Spaces#

class gym.spaces.Space(shape: Optional[Sequence[int]] = None, dtype: Optional[Union[Type, str, dtype]] = None, seed: Optional[Union[int, RandomNumberGenerator]] = None)#

Superclass that is used to define observation and action spaces.

Spaces are crucially used in Gym to define the format of valid actions and observations. They serve various purposes:

  • They clearly define how to interact with environments, i.e. they specify what actions need to look like and what observations will look like

  • They allow us to work with highly structured data (e.g. in the form of elements of Dict spaces) and painlessly transform them into flat arrays that can be used in learning code

  • They provide a method to sample random elements. This is especially useful for exploration and debugging.
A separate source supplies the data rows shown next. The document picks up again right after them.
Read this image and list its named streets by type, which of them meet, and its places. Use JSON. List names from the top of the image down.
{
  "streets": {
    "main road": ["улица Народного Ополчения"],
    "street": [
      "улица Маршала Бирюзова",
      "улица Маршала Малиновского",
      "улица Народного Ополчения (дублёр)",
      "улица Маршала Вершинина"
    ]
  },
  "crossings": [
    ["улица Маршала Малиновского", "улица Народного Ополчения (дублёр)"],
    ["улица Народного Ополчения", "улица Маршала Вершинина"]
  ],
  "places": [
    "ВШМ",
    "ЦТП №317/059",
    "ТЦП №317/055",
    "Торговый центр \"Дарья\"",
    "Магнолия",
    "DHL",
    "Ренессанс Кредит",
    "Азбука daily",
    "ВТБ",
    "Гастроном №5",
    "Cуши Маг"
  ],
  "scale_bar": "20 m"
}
Different spaces can be combined hierarchically via container spaces (Tuple and Dict) to build a more expressive space

Warning

Custom observation & action spaces can inherit from the Space class. However, most use-cases should be covered by the existing space classes (e.g. Box, Discrete, etc…), and container classes (:class`Tuple` & Dict). Note that parametrized probability distributions (through the Space.sample() method), and batching functions (in gym.vector.VectorEnv), are only well-defined for instances of spaces provided in gym by default. Moreover, some implementations of Reinforcement Learning algorithms might not handle custom spaces properly. Use custom spaces with care.

General Functions#

Each space implements the following functions:

gym.spaces.Space.sample(self) T_cov#

Randomly sample an element of this space. Can be uniform or non-uniform sampling based on boundedness of space.

gym.spaces.Space.contains(self, x) bool#

Return boolean specifying if x is a valid member of this space.

property Space.shape: Optional[Tuple[int, ...]]#

Return the shape of the space as an immutable property.

property gym.spaces.Space.dtype#

Return the data type of this space.

gym.spaces.Space.seed(self, seed: Optional[int] = None) list#

Seed the PRNG of this space and possibly the PRNGs of subspaces.

gym.spaces.Space.to_jsonable(self, sample_n: Sequence[T_cov]) list#

Convert a batch of samples from this space to a JSONable data type.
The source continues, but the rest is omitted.